_Exercise brief:_ Search the data for the word "rows" and copy every line that contains it.

**** Raw data ****

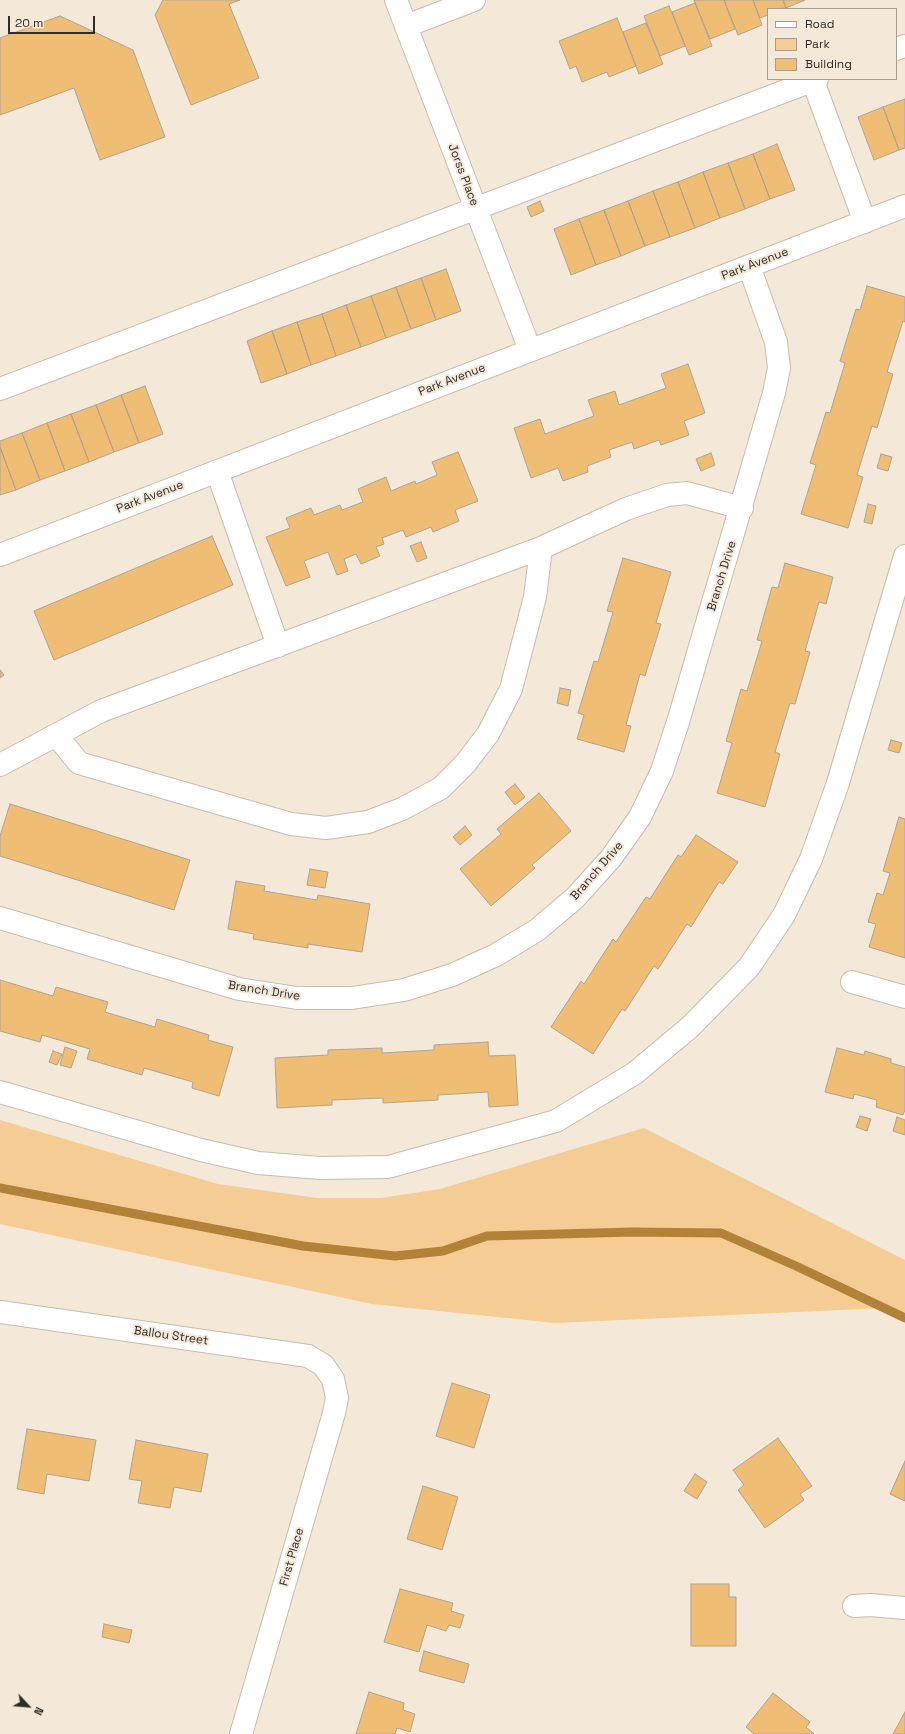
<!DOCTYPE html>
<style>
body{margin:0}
#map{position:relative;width:905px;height:1734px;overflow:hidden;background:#f4e8d9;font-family:"Space Grotesk",sans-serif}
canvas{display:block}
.legend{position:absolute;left:767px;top:8px;width:130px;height:72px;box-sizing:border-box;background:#f4e8d9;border:1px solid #a69d91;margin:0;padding:5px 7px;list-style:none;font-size:12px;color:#302c26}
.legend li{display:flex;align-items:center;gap:8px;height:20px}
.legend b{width:20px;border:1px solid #a69d91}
.north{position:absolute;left:8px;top:1686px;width:40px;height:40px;-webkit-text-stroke:3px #f4e8d9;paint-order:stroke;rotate:116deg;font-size:11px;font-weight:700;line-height:16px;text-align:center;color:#302c26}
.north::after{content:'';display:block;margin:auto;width:14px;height:18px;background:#302c26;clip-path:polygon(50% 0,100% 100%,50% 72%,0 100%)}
.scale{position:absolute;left:8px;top:16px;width:87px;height:18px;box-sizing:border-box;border:2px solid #302c26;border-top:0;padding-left:5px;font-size:12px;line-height:14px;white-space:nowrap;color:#302c26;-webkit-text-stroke:3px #f4e8d9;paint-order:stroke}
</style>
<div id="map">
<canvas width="905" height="1734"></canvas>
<ul class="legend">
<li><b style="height:5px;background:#fff"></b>Road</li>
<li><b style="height:11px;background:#f5cc93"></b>Park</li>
<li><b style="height:11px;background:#f0bd75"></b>Building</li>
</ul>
<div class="north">N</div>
<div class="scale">20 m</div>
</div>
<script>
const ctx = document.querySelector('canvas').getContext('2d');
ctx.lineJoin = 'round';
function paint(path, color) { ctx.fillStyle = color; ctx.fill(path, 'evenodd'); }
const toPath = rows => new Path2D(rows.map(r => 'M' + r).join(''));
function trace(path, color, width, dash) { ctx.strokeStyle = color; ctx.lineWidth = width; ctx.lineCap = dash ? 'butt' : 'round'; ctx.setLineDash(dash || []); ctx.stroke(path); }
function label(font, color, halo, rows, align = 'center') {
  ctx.font = font + ' "Space Grotesk",sans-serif'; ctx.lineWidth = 4; ctx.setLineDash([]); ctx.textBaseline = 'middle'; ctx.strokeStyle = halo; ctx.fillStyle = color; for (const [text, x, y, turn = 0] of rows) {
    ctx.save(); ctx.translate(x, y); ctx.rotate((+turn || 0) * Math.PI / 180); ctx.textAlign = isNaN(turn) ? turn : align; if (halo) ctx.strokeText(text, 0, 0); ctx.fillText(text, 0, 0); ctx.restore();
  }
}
paint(toPath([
 [0,1120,218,1184,317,1198,381,1198,440,1189,644,1128,905,1260,905,1322,884,1308,555,1323,372,1304,0,1224]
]), '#f5cc93');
trace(toPath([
 [0,1188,303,1246,395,1256,443,1251,487,1236,632,1232,721,1233,796,1266,905,1318]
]), '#b28238', 9);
const building = toPath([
 [163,0,240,0,229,4,259,78,191,105,155,15,163,0],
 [694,0,724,0,735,29,710,39,694,0],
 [724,0,753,0,762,25,738,35,724,0],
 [753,0,783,0,786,8,768,9,768,15,760,18,753,0],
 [783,0,805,0,786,8,783,0],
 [695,3,712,46,689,55,672,12,695,3],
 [669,6,685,46,660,56,644,16,669,6],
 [60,16,133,50,165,137,100,160,74,88,0,115,0,38,60,16],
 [617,18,636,66,609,77,607,72,582,82,576,66,570,69,559,41,617,18],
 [646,23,663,64,639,74,623,32,646,23],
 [905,99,905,148,899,150,883,107,905,99],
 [883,107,899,150,874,160,858,117,883,107],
 [777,144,795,190,770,199,753,154,777,144],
 [753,154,770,199,745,209,728,163,753,154],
 [728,163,745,209,720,218,703,172,728,163],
 [703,172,720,218,695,228,678,182,703,172],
 [678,182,695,228,670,237,653,191,678,182],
 [653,191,670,237,645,246,628,201,653,191],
 [540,201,544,211,531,217,527,207,540,201],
 [628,201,645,246,621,256,604,210,628,201],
 [604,210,621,256,596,265,579,219,604,210],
 [579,219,596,265,571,275,554,229,579,219],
 [446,269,461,311,436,320,421,278,446,269],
 [421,278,436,320,411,329,396,287,421,278],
 [867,286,905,297,905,322,903,321,887,372,893,374,877,428,872,426,857,475,863,477,848,528,801,514,816,465,810,463,826,412,830,413,845,363,840,361,856,309,860,310,867,286],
 [396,287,411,329,386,338,371,296,396,287],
 [371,296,386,338,361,347,346,305,371,296],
 [346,305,361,347,336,356,322,314,346,305],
 [322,314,336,356,311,365,297,322,322,314],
 [297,322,311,365,287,374,272,331,297,322],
 [272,331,287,374,261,383,247,341,272,331],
 [688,364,705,413,684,421,689,435,661,445,659,440,634,449,632,442,609,450,611,457,587,466,588,472,563,481,558,468,531,478,514,428,540,419,545,434,594,416,588,400,615,391,619,405,666,388,661,374,688,364],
 [145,386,163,434,139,443,121,395,145,386],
 [121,395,139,443,114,452,96,405,121,395],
 [96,405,114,452,89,462,71,414,96,405],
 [71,414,89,462,65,471,47,423,71,414],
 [47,423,65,471,40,480,22,433,47,423],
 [22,433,40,480,16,490,0,447,0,441,22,433],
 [0,447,16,490,0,495,0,447],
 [458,452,478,501,455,510,459,521,433,532,431,527,406,537,403,530,382,538,384,544,376,547,380,556,361,564,356,554,344,559,348,571,337,575,328,552,304,561,310,577,286,586,266,537,290,528,286,518,311,508,314,515,340,505,342,510,363,502,358,489,386,477,391,491,415,481,416,484,437,475,432,462,458,452],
 [711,453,715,465,701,471,696,459,711,453],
 [881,454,892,457,888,471,877,468,881,454],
 [868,504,876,506,872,524,864,522,868,504],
 [212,536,233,585,54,660,34,611,212,536],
 [421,542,427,558,417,562,410,546,421,542],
 [623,558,671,572,656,623,661,624,645,676,640,674,626,725,631,726,624,752,577,739,584,715,578,713,594,661,598,662,613,612,607,611,623,558],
 [785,563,833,577,826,604,819,602,805,651,810,652,795,704,790,703,775,752,780,754,765,807,717,793,732,743,726,741,741,689,747,691,762,641,757,640,772,587,778,588,785,563],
 [0,670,4,675,0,678,0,670],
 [560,688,571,690,568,706,557,703,560,688],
 [891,740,902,743,899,753,888,750,891,740],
 [515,784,525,797,515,805,505,792,515,784],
 [539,793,571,831,532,865,535,868,491,906,460,869,501,834,497,829,539,793],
 [10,804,190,860,174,910,0,856,0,836,10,804],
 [899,817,905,819,905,958,869,947,876,924,868,922,877,893,883,895,890,873,883,871,899,817],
 [465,826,472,835,460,845,453,837,465,826],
 [696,835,738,862,723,884,719,882,691,927,687,924,658,969,654,966,625,1011,622,1009,593,1054,551,1027,581,981,584,984,613,939,616,942,646,897,650,899,678,855,681,857,696,835],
 [310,869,328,872,325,888,307,885,310,869],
 [236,881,265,886,264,891,317,900,318,895,370,904,362,952,308,944,308,948,253,939,254,934,228,929,236,881],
 [0,980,53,996,56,987,108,1002,105,1012,155,1027,157,1019,209,1035,208,1040,233,1047,219,1096,192,1088,193,1082,144,1068,142,1075,87,1059,90,1049,42,1035,40,1042,0,1031,0,980],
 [488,1042,489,1056,515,1055,518,1105,489,1107,488,1092,438,1095,438,1100,383,1103,383,1098,332,1100,332,1105,277,1108,275,1058,328,1055,328,1050,382,1048,382,1053,434,1050,434,1045,488,1042],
 [65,1047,77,1051,71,1068,60,1065,65,1047],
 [837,1048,864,1055,865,1051,891,1059,891,1063,905,1067,905,1110,903,1115,876,1107,877,1100,854,1094,853,1099,825,1092,837,1048],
 [53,1051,62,1054,57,1065,49,1062,53,1051],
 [860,1116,871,1119,867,1131,856,1127,860,1116],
 [897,1117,905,1120,905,1135,893,1131,897,1117],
 [452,1383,490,1395,474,1448,436,1436,452,1383],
 [27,1429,96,1440,89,1481,47,1474,44,1494,17,1489,27,1429],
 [778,1438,812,1486,800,1494,804,1500,765,1528,738,1490,744,1485,733,1470,778,1438],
 [136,1440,208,1454,201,1492,174,1487,170,1508,138,1503,142,1481,129,1479,136,1440],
 [905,1461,905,1501,890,1494,905,1461],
 [695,1474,707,1482,697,1499,684,1491,695,1474],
 [423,1486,458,1497,442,1550,407,1539,423,1486],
 [691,1584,729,1584,729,1597,736,1597,736,1646,691,1646,691,1584],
 [400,1589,453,1603,451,1611,464,1615,460,1628,449,1625,446,1631,427,1625,419,1652,384,1642,400,1589],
 [104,1624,132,1630,129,1643,102,1637,104,1624],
 [424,1651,469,1664,464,1683,419,1671,424,1651],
 [369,1692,404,1703,403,1710,415,1714,410,1732,397,1728,395,1734,356,1734,369,1692],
 [773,1693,810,1722,806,1727,814,1734,754,1734,746,1727,773,1693],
 [905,1712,905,1734,893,1734,905,1712]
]);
paint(building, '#f0bd75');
trace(building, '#ada394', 1);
const minor = toPath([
 [396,0,530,350],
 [406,26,474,0],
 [896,49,905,46],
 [813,81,865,222],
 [0,389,817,79],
 [217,471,278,646],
 [0,555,905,206],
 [56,735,79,763,291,824,326,828,368,822,402,809,441,788,465,764,488,734,511,689,535,597,541,548],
 [0,765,101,711,541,548,626,509,667,495,687,493,742,508],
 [0,918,239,989,297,998,352,998,404,990,452,975,496,955,537,930,575,898,611,858,640,817,662,771,678,722,774,393,779,368,776,342,749,266],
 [852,982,905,997],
 [0,1092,201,1150,258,1163,320,1168,388,1167,556,1121,635,1073,690,1027,749,967,784,915,811,859,838,783,905,556],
 [0,1312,308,1356,323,1365,333,1379,337,1398,334,1413,241,1734],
 [854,1606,870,1605,905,1608]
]);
trace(minor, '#c7bcad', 24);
trace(minor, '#fff', 22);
label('12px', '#302c26', '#f4e8d9', [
 ["Jorss Place",463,175,69],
 ["Park Avenue",755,264,-21],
 ["Park Avenue",452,380,-21],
 ["Park Avenue",150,497,-21],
 ["Branch Drive",722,576,-73],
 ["Branch Drive",597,871,-49],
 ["Branch Drive",264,991,9],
 ["Ballou Street",171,1336,8],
 ["First Place",292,1557,-74]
]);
</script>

****

_Result:_
const toPath = rows => new Path2D(rows.map(r => 'M' + r).join(''));
function label(font, color, halo, rows, align = 'center') {
  ctx.font = font + ' "Space Grotesk",sans-serif'; ctx.lineWidth = 4; ctx.setLineDash([]); ctx.textBaseline = 'middle'; ctx.strokeStyle = halo; ctx.fillStyle = color; for (const [text, x, y, turn = 0] of rows) {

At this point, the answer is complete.